Algumas das moradoras são Erika, Maria Lucia, Silvia e Maria Angélica, cuidadoras e que trabalham também como autônomas, com estética, cozinha e limpeza. Gilneide trabalhou como metalúrgica e agora está desempregada. Geraldo sempre trabalhou em obras, mas agora está desempregado. Mário tem problemas de audição e vive de pequenos trabalhos. Noemi vende doces e Iraci trabalha com reciclagem e sonha em voltar para o Alto Alegre. Erika é a mais jovem do grupo, com 32 anos e uma filha de sete; as demais têm entre 40 e 60 anos, e hoje enfrentam dificuldades em conseguir trabalho. Logo, das mais de oitocentas famílias que ocuparam o terreno do Alto Alegre, essas não receberam nenhum atendimento habitacional.
Considerando o perfil das famílias – idosas, mãe solteira, pessoas portadoras de deficiência – a alternativa habitacional pensada e proposta pelo movimento para o poder público foi a da política de locação social.
https://observasp.wordpress.com/2015/04/22/pela-retomada-dos-programas-de-locacao-social/
https://observasp.wordpress.com/2015/06/22/o-programa-de-locacao-social-em-sp-uma-revisao-necessaria/
Segundo a proposta dessa política, as pessoas não se tornam proprietárias do imóvel, mas podem dispor dele para fins de habitação por períodos determinados, pagando aluguel ao poder público. O valor desse aluguel é subsidiado, levando em consideração a renda familiar – e não o valor de mercado do imóvel – o que pode garantir à família o direito à moradia digna inclusive nas regiões mais consolidadas da cidade.
A mansão da Rua Honduras é de propriedade da Universidade Federal de São Paulo (Unifesp), recebida em doação em 2008 e vazio desde então, sem cumprir sua função social. A proposta de transformá-lo em um espaço para locação social, entretanto, esbarrava no zoneamento da região, cuja revisão – que acaba de ser aprovada na Câmara Municipal – manteve a regra de que os imóveis nos bairros dos Jardins só podem ser destinados a um uso estritamente residencial e unifamiliar.
Restou, alternativamente, a reivindicação pelo movimento de moradia de atendimentos emergenciais aos moradores. No entanto, a portaria 131/2015 da Secretaria de Habitação, aprovada e publicada sem participação popular e sem anuência do Conselho Municipal de Habitação, dificultou ainda mais atendimento aos ocupantes da Rua Honduras.

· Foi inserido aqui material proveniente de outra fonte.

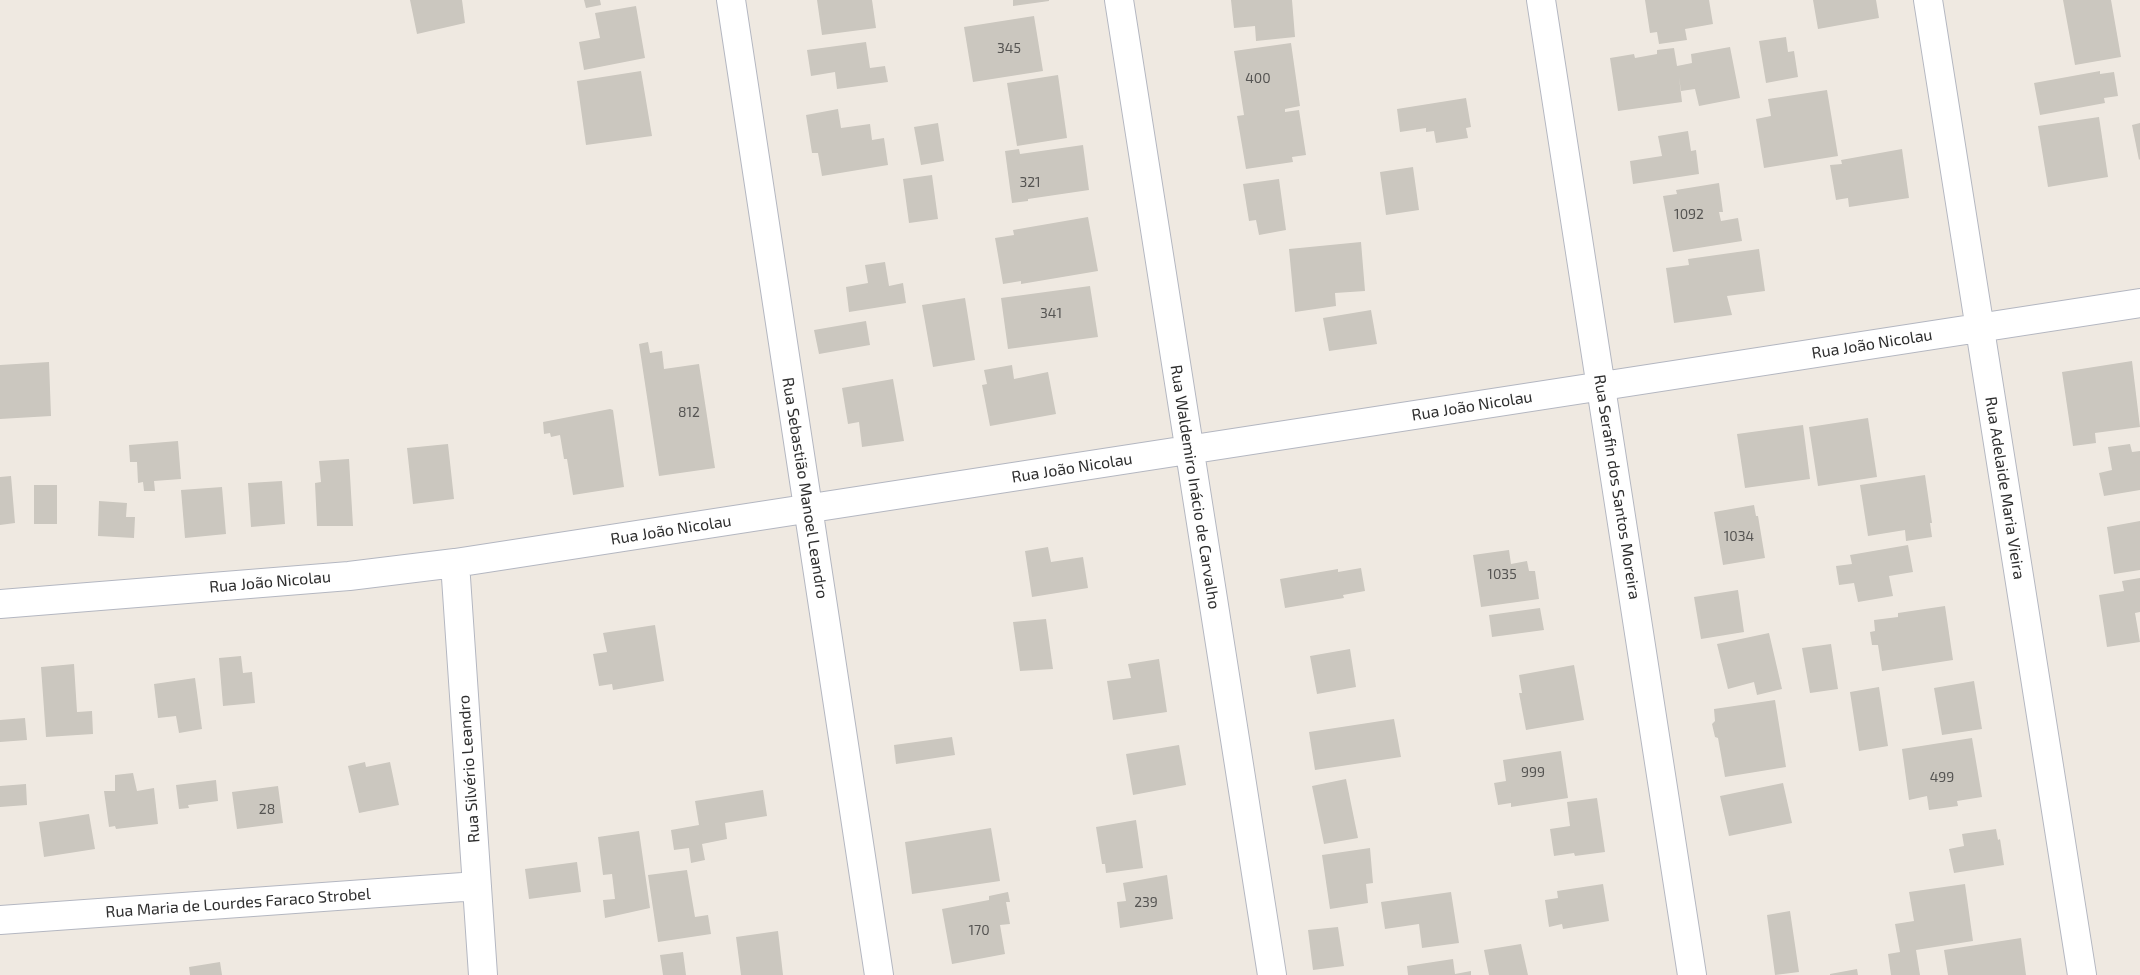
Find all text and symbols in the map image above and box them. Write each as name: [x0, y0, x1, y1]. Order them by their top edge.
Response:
house number: 345: [997, 40, 1021, 56]
house number: 400: [1245, 70, 1271, 86]
house number: 321: [1019, 174, 1041, 190]
house number: 1092: [1674, 206, 1704, 222]
house number: 341: [1040, 305, 1062, 321]
street label: Rua João Nicolau: [1810, 325, 1934, 363]
street label: Rua Waldemiro Inácio de Carvalho: [1166, 363, 1224, 611]
street label: Rua Serafin dos Santos Moreira: [1590, 373, 1644, 601]
street label: Rua Sebastião Manoel Leandro: [778, 376, 832, 600]
street label: Rua João Nicolau: [1410, 387, 1534, 425]
street label: Rua Adelaide Maria Vieira: [1981, 395, 2029, 581]
house number: 812: [678, 404, 700, 420]
street label: Rua João Nicolau: [1010, 449, 1134, 487]
street label: Rua João Nicolau: [609, 511, 733, 549]
house number: 1034: [1724, 528, 1754, 544]
house number: 1035: [1487, 566, 1517, 582]
street label: Rua João Nicolau: [208, 567, 332, 597]
street label: Rua Silvério Leandro: [454, 694, 484, 844]
house number: 999: [1521, 764, 1545, 780]
house number: 499: [1930, 769, 1954, 785]
house number: 28: [259, 801, 275, 817]
street label: Rua Maria de Lourdes Faraco Strobel: [105, 884, 371, 922]
house number: 239: [1134, 894, 1158, 910]
house number: 170: [968, 922, 990, 938]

A Portaria impõe critérios para atendimentos provisórios; uma das condicionalidades é a comprovação de situação de “extrema vulnerabilidade” cuja definição, segundo a portaria, restringe-a a mulheres que sofrem violência doméstica; idosos com mais de 60 anos; portadores de deficiência; e crianças em situação de desabrigo. Outros critérios da portaria incluem o candidato ao atendimento ter sido removido de áreas de impacto de grandes projetos urbanos, ou de áreas ameaçadas de risco geológico-geotécnico, ou, ainda, alvo de desastres socioambientais.
Os ocupantes da Rua Honduras, 175, não se enquadram nessas categorias – estão há anos vivendo de ocupação em ocupação – e ficaram, especialmente após a publicação da Portaria, numa espécie de limbo no atendimento habitacional.
A Unifesp, por sua vez, após a ocupação, entrou com um pedido de reintegração de posse do imóvel, deferido pelo juiz da 22º Vara Cível e cumprido em 24 de março de 2016. Com a saída forçada, os moradores foram acolhidos em outra ocupação da FLM, a ocupação do Lord Hotel, na região central da cidade.